Parallel Neutrino Physics Neutrino Physics

Speaker

Dr Magnus Schlösser (Karlsruhe Institute of Technology, Insitute of Technical Physics, Tritium Laboratory Karlsruhe)

Description

Neutrinos are by far the lightest particles in the Universe. According to the Standard Model of Particle Physics neutrinos should be massless. However, the existence of their mass has been proven experimentally by the observation of neutrino mass oscillations. The KArlsruhe TRitium Neutrino (KATRIN) experiment at the Karlsruhe Institute of Technology aims for a direct neutrino mass determination with a sensitivity of 200 meV/c$^2$ (90% C.L.).
The measurement will be performed by precise spectroscopy of the tritium-β-decay electrons near the kinematic endpoint of 18.6 keV. That is achieved by employing a high-resolution (ΔE < 1 eV) MAC-E-type high-pass energy filter coupled to a high-luminosity ($10^{11}$ Bq) windowless gaseous tritium source which is supplied by the closed gas processing loop of the Tritium Laboratory Karlsruhe (TLK) at throughput of 40 g of T$_2$ per day.

In autumn 2016, the First Light commissioning campaign took place, in which photoelectrons generated from KATRIN's rear wall were guided through the complete beamline (source and spectrometers) and were detected successfully on the detector. During the subsequent experimental stage in summer 2018, gaseous metastable Kr-83m was injected into the KATRIN source section. Furthermore, a condensed Kr-83m source was deployed in the transport section. By using both sources, first high-resolution spectroscopy of electrons from radioactive origin has been performed with KATRIN (arXiv:1802.04167).
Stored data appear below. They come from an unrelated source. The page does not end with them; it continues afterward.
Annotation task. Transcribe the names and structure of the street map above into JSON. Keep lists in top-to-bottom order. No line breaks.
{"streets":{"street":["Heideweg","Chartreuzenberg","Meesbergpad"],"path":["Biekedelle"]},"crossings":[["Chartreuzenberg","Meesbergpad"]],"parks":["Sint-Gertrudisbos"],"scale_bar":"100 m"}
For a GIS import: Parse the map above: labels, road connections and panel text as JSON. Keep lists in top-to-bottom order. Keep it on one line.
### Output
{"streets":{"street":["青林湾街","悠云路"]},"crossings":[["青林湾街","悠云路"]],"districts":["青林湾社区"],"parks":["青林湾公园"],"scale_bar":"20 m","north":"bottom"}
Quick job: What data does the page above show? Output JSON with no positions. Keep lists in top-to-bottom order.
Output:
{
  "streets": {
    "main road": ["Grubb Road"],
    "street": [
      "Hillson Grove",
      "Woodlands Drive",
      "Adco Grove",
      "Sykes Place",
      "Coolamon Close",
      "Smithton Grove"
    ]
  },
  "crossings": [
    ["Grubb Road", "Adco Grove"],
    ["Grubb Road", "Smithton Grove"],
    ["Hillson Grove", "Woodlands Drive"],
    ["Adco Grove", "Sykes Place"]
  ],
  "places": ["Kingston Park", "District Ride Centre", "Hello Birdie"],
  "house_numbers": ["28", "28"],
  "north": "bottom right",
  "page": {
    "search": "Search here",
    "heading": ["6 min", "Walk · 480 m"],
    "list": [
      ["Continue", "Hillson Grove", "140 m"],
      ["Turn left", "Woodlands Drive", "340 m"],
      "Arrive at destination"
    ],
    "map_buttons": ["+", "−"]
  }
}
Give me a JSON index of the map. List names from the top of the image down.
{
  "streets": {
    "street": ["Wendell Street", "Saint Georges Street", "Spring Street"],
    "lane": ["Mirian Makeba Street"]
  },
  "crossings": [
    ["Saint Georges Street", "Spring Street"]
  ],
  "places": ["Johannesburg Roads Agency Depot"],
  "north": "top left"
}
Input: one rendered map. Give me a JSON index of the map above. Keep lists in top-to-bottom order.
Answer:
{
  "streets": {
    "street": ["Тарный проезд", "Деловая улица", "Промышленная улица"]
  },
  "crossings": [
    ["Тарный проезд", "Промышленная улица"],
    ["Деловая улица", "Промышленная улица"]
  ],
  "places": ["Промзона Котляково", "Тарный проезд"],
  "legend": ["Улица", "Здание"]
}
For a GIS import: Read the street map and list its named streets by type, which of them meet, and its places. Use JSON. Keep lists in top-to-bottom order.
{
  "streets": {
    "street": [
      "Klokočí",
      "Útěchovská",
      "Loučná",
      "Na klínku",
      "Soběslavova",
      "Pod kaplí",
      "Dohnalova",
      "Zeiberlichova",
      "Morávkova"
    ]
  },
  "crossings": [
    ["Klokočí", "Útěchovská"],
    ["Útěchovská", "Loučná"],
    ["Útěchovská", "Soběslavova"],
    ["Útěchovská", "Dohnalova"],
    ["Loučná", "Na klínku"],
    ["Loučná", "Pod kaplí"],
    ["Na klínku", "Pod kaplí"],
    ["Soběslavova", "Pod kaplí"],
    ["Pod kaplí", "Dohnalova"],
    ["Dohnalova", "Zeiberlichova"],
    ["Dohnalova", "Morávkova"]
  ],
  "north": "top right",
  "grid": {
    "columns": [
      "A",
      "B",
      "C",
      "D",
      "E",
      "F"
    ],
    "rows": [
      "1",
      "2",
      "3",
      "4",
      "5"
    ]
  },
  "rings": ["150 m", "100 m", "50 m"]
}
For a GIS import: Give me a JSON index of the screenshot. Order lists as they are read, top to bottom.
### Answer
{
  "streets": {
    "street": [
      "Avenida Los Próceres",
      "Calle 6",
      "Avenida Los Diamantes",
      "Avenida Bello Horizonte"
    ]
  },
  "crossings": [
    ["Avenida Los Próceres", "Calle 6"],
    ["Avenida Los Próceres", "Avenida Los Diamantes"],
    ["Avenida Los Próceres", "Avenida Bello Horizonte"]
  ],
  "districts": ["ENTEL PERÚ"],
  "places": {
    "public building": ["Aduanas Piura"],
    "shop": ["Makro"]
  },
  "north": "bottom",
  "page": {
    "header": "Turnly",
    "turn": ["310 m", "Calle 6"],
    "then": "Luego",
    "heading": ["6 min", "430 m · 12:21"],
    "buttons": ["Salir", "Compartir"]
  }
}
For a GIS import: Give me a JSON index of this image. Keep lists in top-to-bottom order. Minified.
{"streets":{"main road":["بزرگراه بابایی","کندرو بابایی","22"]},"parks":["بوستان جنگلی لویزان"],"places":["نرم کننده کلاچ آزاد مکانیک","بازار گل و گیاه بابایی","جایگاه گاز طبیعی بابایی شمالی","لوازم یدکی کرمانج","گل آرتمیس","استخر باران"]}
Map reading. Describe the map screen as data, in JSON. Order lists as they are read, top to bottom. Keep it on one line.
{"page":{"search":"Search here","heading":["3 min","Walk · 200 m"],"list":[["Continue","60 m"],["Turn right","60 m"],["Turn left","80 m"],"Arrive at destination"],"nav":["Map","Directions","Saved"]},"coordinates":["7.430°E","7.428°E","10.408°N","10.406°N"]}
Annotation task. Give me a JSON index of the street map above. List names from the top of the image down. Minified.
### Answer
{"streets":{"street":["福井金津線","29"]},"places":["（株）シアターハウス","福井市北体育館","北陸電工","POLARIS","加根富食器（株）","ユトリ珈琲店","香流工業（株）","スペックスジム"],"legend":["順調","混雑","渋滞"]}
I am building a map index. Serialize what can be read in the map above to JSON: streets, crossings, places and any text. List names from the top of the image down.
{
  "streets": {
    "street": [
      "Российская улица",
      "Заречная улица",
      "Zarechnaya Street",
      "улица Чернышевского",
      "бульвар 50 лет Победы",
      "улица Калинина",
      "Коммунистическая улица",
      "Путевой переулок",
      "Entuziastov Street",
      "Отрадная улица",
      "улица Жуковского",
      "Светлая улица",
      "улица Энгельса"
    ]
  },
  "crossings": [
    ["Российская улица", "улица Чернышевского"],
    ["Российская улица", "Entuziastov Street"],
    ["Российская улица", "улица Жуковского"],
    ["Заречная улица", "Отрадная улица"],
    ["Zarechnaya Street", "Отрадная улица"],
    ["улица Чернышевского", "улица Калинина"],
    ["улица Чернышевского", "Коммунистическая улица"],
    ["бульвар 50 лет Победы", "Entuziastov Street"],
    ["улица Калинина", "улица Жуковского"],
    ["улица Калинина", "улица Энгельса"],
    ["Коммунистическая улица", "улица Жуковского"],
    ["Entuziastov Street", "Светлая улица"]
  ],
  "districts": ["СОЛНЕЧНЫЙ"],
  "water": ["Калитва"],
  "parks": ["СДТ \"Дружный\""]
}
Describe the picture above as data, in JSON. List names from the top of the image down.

From this campaign, we could demonstrate many aspects of the high-resolution spectroscopy capability of the KATRIN setup and perform a highly accurate calibration of the energy scale of KATRIN from the mono-energetic conversion electrons from Kr-83m (arXiv:1802.05227).

After the demonstration of the high-resolution performance of the KATRIN spectrometers, in spring 2018, the first injection of tritium into the KATRIN source section is scheduled. The principal aim of this campaign is to demonstrate the stability of the tritium source at an activity of about 1% (~$10^9$ Bq) of the nominal level, which is maintained by a complex tritium loop at the TLK. This stability investigation is crucial in order to operate the tritium source at high isotopic purity (>95%) and a stability of 0.1% during upcoming neutrino mass runs (with a total measurement time of three years).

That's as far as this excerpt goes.